RECORD EXCERPTS:
↓↓↓

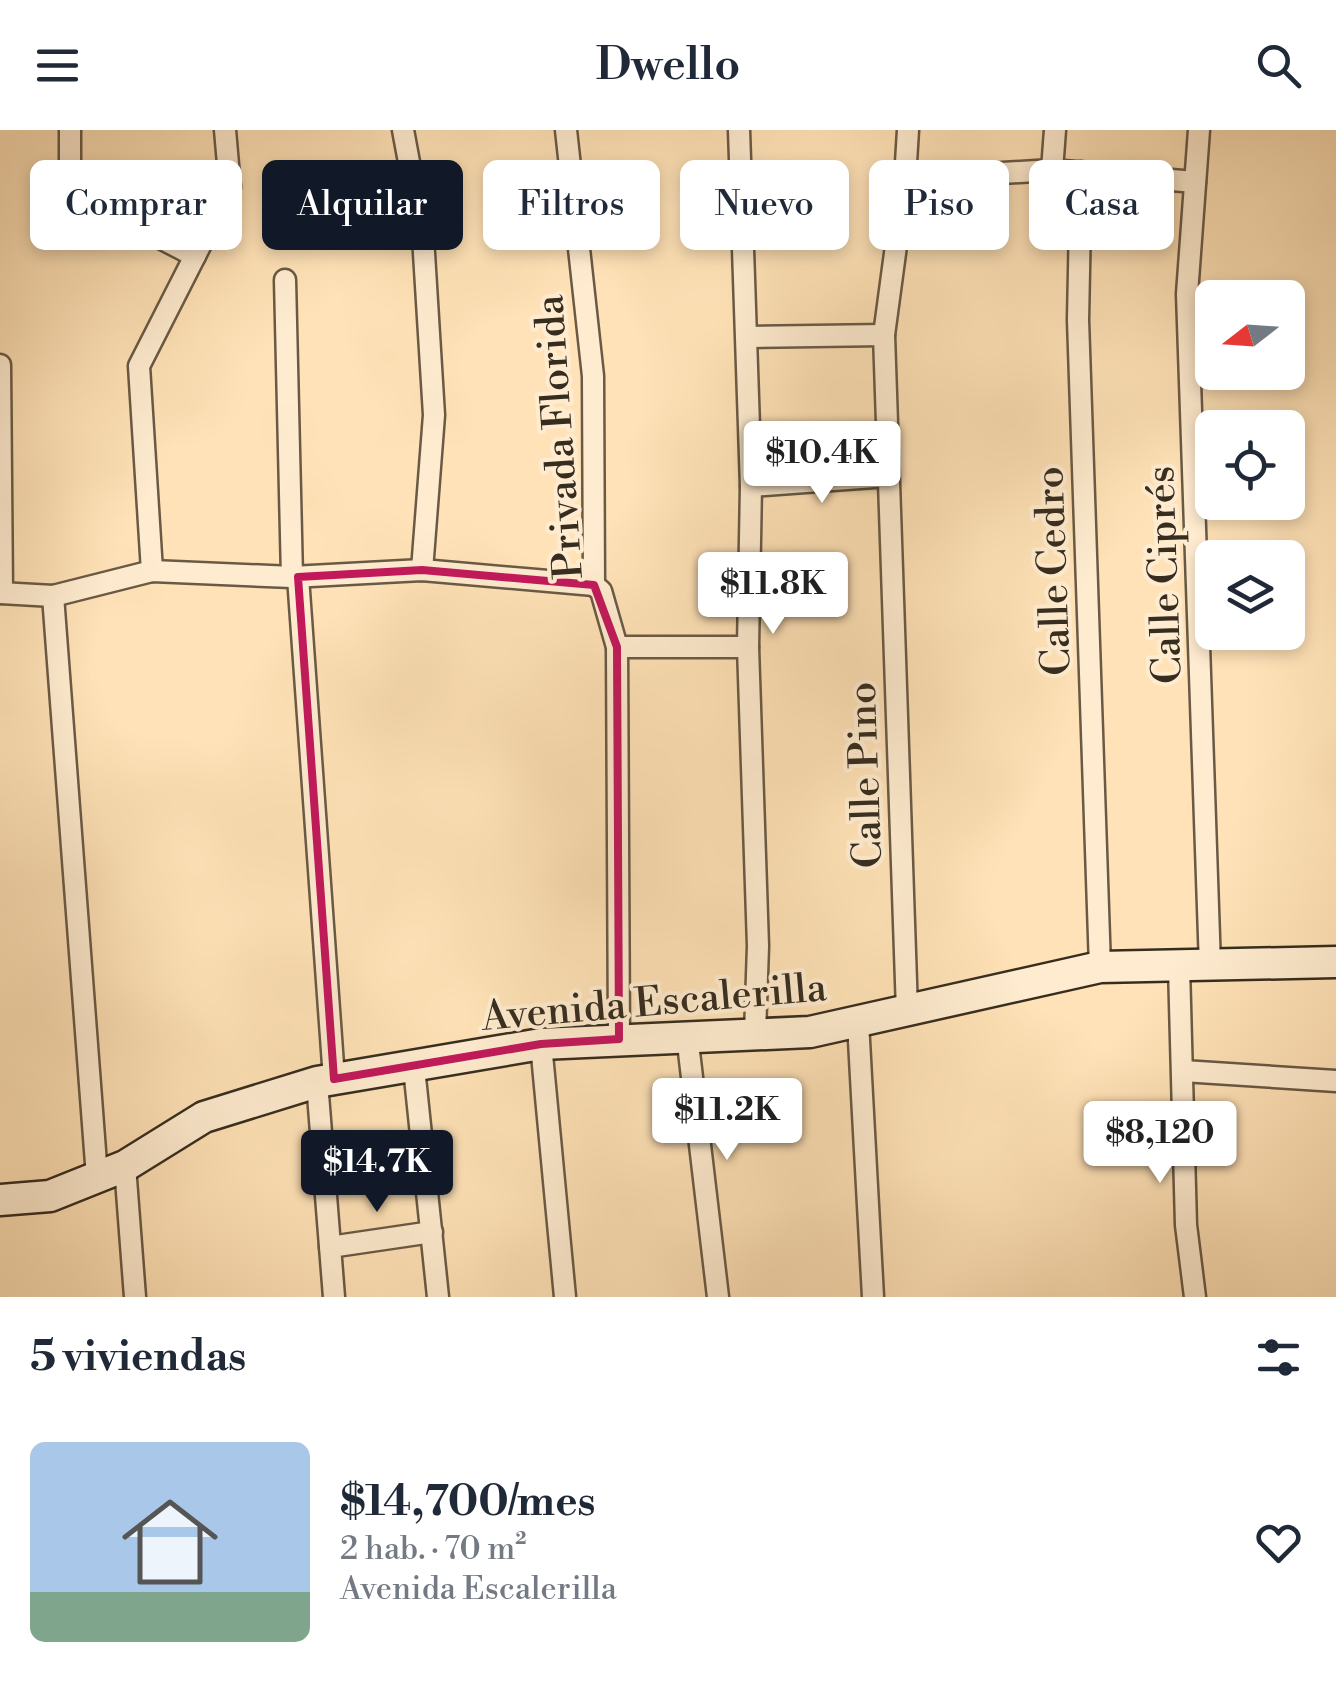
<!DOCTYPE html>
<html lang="es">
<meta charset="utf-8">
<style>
:root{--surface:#fff;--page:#f6f6f7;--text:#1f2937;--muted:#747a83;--line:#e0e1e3;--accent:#111827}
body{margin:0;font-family:"Libre Bodoni",serif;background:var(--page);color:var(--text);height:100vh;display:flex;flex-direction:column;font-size:38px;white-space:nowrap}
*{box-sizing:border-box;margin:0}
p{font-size:32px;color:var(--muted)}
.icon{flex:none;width:55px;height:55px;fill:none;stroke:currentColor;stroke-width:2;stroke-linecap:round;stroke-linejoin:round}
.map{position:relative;height:1167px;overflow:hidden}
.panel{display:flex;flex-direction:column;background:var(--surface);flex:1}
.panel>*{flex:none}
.banner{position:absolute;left:30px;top:30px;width:1278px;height:90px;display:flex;gap:20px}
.needle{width:65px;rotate:253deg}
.fabs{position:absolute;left:1195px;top:150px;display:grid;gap:20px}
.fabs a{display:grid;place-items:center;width:110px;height:110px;border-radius:15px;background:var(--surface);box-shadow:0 5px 15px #0003;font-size:50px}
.price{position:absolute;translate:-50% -85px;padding:0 22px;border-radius:10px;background:#fff;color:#222;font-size:32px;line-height:65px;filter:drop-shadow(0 2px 5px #0008)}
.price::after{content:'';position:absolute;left:50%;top:60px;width:30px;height:22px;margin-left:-15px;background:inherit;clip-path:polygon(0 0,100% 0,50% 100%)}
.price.on{background:var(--accent);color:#fff}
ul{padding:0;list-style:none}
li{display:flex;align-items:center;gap:30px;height:250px;padding:0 30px}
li+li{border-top:2px solid var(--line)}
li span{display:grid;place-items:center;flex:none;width:280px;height:200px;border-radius:15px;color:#555}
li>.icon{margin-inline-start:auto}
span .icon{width:120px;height:120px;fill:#fffc;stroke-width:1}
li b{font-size:42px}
h2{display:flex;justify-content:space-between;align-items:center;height:120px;padding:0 30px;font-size:42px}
.chip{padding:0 35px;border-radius:15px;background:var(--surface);box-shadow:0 5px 15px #0003;font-size:35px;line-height:90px}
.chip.on{background:var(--accent);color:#fff}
header{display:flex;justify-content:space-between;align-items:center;height:130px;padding:0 30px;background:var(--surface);font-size:45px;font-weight:600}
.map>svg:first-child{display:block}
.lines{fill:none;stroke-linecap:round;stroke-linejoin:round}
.street-casing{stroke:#695a45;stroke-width:25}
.secondary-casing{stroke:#372d1f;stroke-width:35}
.street{stroke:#ffecd0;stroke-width:20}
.secondary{stroke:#ffecd0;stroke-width:30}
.marked{fill:none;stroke:#c2185b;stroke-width:8;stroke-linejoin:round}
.labels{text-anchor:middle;stroke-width:8;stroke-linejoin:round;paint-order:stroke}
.street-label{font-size:40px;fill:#372d1f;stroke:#ffecd0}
</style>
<header><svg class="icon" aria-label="menu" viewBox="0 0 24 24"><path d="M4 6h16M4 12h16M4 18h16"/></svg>Dwello<svg class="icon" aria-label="search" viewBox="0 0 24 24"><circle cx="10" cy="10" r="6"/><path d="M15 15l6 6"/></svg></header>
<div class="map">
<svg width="1336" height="1167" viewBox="0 0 1336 1167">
<rect width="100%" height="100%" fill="#ffe2b7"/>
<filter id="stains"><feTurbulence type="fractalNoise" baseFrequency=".002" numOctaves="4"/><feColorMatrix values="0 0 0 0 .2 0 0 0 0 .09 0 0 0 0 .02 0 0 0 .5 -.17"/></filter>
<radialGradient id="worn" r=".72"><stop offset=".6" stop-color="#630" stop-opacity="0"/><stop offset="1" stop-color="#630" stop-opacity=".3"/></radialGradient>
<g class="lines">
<defs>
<g id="street">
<polyline points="70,0 70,32 83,68 195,126"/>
<polyline points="403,0 423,107 434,285 422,440"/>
<polyline points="566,0 593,246 594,455 601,461 617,517 619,909"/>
<polyline points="739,0 751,356 748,517 758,816 755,904"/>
<polyline points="1199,0 1187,164 1210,836"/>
<polyline points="1052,40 1055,0"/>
<polyline points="1081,42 1078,190 1100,837"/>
<polyline points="905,49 1052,40 1195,52"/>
<polyline points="285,150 292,447"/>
<polyline points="747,207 884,205"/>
<polyline points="0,235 2,463"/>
<polyline points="751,356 888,346"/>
<polyline points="152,441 139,236 230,57 225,0"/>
<polyline points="298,447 334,949"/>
<polyline points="0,463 53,466 152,441 292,447 422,440 594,455"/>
<polyline points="53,466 97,1047"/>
<polyline points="617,517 748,517"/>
<polyline points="1179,837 1186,1095 1195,1167"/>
<polyline points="907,881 884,205 905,49 908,0"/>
<polyline points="858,892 873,1167"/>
<polyline points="687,905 718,1167"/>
<polyline points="541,914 565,1167"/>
<polyline points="414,938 438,1167"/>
<polyline points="1183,941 1336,951"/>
<polyline points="317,952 334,1167"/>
<polyline points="125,1036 135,1167"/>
<polyline points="330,1117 432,1102"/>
</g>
<polyline id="secondary" points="0,1070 50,1066 125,1036 204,987 317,952 541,914 810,902 1100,837 1336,832"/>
</defs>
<!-- street casing -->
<use href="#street" class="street-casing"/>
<!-- secondary casing -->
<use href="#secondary" class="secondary-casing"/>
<!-- street -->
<use href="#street" class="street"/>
<!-- secondary -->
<use href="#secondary" class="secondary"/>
</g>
<!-- marked area -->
<path class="marked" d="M 422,440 L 594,455 L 617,517 L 619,909 L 541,914 L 334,949 L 298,447 Z"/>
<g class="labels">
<!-- street labels -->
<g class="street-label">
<text transform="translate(558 307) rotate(-94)" y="14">Privada Florida</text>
<text transform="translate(1052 441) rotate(-92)" y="14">Calle Cedro</text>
<text transform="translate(1163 445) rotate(-92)" y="14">Calle Ciprés</text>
<text transform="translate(864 645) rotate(-92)" y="14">Calle Pino</text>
<text transform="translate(654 871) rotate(-5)" y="14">Avenida Escalerilla</text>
</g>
</g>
<rect width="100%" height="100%" filter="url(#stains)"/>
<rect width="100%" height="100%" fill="url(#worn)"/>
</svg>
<div class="fabs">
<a><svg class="needle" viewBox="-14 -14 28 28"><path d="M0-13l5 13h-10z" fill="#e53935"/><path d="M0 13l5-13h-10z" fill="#747a83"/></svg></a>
<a><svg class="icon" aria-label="locate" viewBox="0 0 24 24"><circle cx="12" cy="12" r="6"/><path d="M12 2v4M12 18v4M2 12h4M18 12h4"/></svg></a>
<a><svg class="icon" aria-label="layers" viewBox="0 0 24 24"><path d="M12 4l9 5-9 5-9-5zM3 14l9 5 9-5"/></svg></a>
</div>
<b class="price" style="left:822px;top:376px">$10.4K</b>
<b class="price" style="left:773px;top:507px">$11.8K</b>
<b class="price" style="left:727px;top:1033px">$11.2K</b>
<b class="price" style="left:1160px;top:1056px">$8,120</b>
<b class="price on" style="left:377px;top:1085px">$14.7K</b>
<div class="banner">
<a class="chip">Comprar</a>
<a class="chip on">Alquilar</a>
<a class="chip">Filtros</a>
<a class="chip">Nuevo</a>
<a class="chip">Piso</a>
<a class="chip">Casa</a>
</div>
</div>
<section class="panel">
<h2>5 viviendas<svg class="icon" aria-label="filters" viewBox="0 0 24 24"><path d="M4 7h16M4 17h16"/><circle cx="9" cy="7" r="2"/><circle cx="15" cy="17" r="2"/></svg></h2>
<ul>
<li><span style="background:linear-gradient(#a9c7e8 75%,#7fa58c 0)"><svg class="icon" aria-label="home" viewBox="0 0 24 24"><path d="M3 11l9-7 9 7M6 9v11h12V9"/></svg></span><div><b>$14,700/mes</b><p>2 hab. · 70 m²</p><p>Avenida Escalerilla</p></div><svg class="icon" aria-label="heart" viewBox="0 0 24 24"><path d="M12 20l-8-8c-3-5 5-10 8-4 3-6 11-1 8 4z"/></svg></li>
</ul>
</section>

↑↑↑

WHAT IS BEING ASKED:
How many lines in the entries include "column"? Only the number is wanted.

RESPONSE TO THE TASK:
2